Task: Which lines of the records contain the word "strokeStyle"? Show each of them.
== Segment start ==
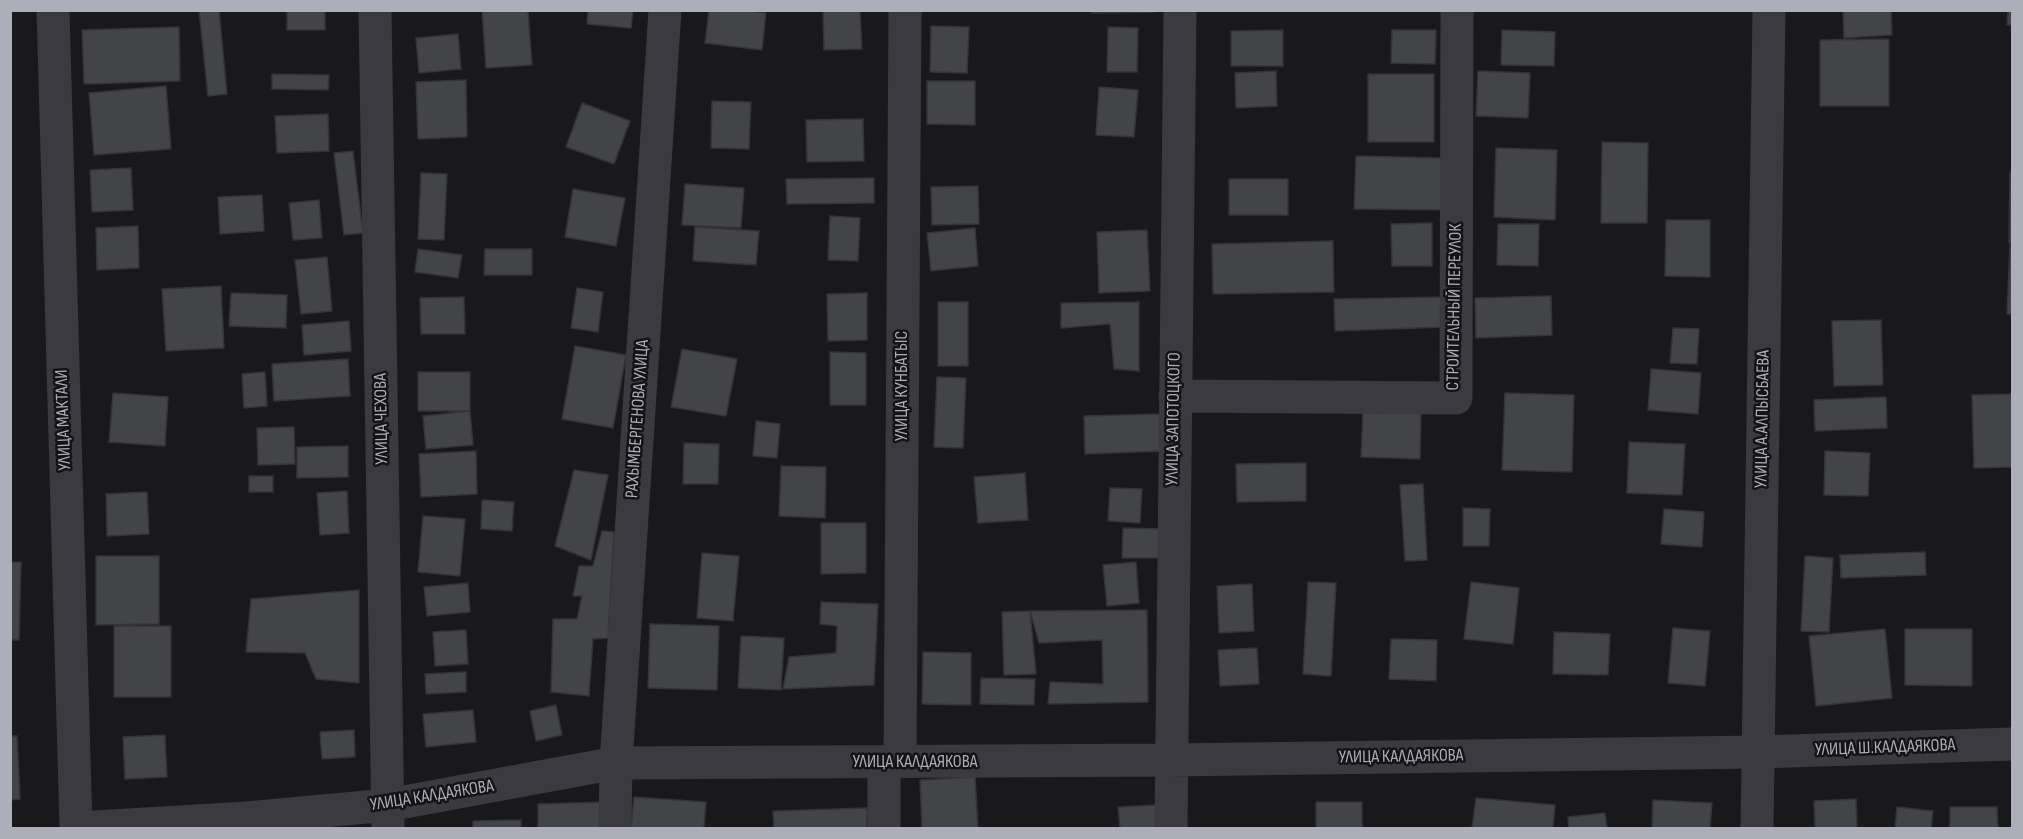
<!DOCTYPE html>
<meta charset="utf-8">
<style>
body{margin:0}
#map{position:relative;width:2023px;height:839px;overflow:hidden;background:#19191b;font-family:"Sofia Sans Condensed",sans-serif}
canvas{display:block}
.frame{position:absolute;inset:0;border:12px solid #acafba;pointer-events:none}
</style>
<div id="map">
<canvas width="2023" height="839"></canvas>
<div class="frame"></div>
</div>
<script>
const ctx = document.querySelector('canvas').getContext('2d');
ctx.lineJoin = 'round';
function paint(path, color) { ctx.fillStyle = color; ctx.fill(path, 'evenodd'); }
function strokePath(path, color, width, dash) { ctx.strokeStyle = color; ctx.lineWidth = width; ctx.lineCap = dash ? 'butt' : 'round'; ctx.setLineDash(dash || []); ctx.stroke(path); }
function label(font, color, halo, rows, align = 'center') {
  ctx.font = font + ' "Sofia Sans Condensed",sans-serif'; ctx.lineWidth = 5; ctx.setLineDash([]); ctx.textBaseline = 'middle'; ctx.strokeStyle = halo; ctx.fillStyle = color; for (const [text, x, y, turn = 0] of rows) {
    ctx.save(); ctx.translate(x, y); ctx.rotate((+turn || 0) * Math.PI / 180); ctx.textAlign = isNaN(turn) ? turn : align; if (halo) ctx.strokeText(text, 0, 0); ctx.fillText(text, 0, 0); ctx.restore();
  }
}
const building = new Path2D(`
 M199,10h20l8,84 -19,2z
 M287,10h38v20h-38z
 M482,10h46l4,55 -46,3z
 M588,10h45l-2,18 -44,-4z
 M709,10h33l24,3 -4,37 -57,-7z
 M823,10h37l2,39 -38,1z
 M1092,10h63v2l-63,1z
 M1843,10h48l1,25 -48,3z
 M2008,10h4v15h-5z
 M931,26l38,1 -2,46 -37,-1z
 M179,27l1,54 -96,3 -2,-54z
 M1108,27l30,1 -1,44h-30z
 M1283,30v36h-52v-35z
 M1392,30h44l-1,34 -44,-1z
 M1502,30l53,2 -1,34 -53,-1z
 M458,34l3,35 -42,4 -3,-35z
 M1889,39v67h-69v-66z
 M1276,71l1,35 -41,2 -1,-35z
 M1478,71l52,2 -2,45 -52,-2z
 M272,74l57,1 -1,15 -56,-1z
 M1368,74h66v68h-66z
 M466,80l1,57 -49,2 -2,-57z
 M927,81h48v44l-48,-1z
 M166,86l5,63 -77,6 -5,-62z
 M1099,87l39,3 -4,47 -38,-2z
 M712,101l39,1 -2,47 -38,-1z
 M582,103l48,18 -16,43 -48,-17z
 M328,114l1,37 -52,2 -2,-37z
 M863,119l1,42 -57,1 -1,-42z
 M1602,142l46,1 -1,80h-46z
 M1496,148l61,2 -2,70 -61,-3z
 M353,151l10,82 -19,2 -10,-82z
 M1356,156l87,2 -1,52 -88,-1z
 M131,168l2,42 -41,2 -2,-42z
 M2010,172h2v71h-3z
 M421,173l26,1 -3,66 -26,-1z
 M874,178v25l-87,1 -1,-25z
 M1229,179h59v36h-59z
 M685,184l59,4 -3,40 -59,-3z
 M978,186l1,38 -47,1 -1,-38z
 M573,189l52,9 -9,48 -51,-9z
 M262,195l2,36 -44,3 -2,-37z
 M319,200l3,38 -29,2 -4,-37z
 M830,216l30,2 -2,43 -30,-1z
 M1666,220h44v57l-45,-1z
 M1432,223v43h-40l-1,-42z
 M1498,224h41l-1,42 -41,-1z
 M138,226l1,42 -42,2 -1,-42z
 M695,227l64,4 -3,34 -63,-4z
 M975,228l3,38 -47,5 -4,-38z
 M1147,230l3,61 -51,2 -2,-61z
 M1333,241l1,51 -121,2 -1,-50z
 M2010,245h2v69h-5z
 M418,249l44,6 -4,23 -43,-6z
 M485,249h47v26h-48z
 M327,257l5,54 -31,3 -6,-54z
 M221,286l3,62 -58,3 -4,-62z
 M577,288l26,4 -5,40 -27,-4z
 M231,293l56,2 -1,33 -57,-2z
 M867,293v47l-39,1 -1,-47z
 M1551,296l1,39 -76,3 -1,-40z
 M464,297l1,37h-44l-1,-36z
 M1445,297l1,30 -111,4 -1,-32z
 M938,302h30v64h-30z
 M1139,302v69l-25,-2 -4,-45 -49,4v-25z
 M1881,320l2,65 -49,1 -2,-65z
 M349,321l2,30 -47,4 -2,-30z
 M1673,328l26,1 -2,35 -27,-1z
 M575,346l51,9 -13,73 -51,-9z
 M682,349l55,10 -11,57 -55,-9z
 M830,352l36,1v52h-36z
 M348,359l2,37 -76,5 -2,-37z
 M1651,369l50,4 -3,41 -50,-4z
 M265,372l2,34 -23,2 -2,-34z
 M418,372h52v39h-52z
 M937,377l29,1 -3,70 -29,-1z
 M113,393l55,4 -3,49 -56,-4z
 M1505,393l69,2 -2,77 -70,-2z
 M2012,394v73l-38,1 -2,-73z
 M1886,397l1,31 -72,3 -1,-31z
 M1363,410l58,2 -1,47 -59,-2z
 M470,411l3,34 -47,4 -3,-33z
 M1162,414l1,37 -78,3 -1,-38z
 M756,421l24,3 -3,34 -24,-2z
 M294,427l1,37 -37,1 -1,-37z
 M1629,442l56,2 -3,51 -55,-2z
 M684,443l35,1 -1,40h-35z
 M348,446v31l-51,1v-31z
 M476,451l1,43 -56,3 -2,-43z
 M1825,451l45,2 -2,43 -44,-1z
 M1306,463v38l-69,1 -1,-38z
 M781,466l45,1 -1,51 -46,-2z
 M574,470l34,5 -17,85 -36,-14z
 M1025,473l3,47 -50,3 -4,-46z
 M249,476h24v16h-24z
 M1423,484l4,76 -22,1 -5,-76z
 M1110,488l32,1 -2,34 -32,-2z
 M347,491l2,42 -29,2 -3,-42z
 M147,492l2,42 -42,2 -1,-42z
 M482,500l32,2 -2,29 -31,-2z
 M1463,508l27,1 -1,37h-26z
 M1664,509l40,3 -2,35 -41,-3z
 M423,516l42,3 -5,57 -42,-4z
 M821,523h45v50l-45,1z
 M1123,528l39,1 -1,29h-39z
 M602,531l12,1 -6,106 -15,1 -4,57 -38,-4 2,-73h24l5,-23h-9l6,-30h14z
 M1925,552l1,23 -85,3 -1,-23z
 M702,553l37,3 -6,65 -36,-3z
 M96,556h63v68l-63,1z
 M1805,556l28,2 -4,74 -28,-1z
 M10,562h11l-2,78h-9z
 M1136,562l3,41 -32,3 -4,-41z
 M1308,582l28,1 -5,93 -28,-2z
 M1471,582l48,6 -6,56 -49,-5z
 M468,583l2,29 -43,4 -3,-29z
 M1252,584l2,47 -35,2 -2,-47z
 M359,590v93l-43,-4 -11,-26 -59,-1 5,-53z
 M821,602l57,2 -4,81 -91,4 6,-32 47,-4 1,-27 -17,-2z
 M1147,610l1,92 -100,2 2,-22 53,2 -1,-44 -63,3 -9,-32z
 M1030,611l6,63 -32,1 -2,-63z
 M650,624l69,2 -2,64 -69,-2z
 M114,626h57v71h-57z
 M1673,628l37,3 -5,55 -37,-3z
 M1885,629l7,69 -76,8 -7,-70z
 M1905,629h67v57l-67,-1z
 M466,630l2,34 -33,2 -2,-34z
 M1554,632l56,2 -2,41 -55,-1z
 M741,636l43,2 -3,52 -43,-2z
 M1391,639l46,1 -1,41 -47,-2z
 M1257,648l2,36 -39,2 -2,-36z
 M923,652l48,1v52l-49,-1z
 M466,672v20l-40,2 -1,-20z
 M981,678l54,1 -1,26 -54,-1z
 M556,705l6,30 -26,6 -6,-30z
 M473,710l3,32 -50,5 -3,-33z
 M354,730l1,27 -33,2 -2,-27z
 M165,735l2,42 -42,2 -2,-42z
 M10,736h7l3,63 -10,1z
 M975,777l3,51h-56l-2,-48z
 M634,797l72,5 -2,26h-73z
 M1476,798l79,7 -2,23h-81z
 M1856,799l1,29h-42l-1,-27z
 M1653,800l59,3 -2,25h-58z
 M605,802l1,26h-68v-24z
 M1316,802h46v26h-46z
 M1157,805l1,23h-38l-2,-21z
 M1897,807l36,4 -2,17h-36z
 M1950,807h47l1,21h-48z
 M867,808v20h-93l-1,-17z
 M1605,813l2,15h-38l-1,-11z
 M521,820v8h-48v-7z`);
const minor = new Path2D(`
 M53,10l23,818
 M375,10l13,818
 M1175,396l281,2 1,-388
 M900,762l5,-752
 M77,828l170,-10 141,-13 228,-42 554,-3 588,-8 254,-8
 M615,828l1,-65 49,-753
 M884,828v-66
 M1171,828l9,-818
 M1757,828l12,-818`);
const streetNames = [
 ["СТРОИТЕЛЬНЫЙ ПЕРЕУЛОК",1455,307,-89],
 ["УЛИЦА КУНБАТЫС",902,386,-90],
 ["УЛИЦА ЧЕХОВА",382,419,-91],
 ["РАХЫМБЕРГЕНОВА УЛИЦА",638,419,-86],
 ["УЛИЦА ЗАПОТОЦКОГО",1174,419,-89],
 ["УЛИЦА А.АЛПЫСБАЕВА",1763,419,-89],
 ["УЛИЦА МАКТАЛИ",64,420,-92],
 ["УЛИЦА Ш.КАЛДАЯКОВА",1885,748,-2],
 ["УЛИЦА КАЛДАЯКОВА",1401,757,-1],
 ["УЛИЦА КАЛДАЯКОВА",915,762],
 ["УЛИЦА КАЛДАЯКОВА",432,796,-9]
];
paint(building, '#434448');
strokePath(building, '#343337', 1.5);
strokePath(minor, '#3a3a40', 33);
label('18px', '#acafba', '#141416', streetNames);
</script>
== Segment end ==
Task output:
function strokePath(path, color, width, dash) { ctx.strokeStyle = color; ctx.lineWidth = width; ctx.lineCap = dash ? 'butt' : 'round'; ctx.setLineDash(dash || []); ctx.stroke(path); }
  ctx.font = font + ' "Sofia Sans Condensed",sans-serif'; ctx.lineWidth = 5; ctx.setLineDash([]); ctx.textBaseline = 'middle'; ctx.strokeStyle = halo; ctx.fillStyle = color; for (const [text, x, y, turn = 0] of rows) {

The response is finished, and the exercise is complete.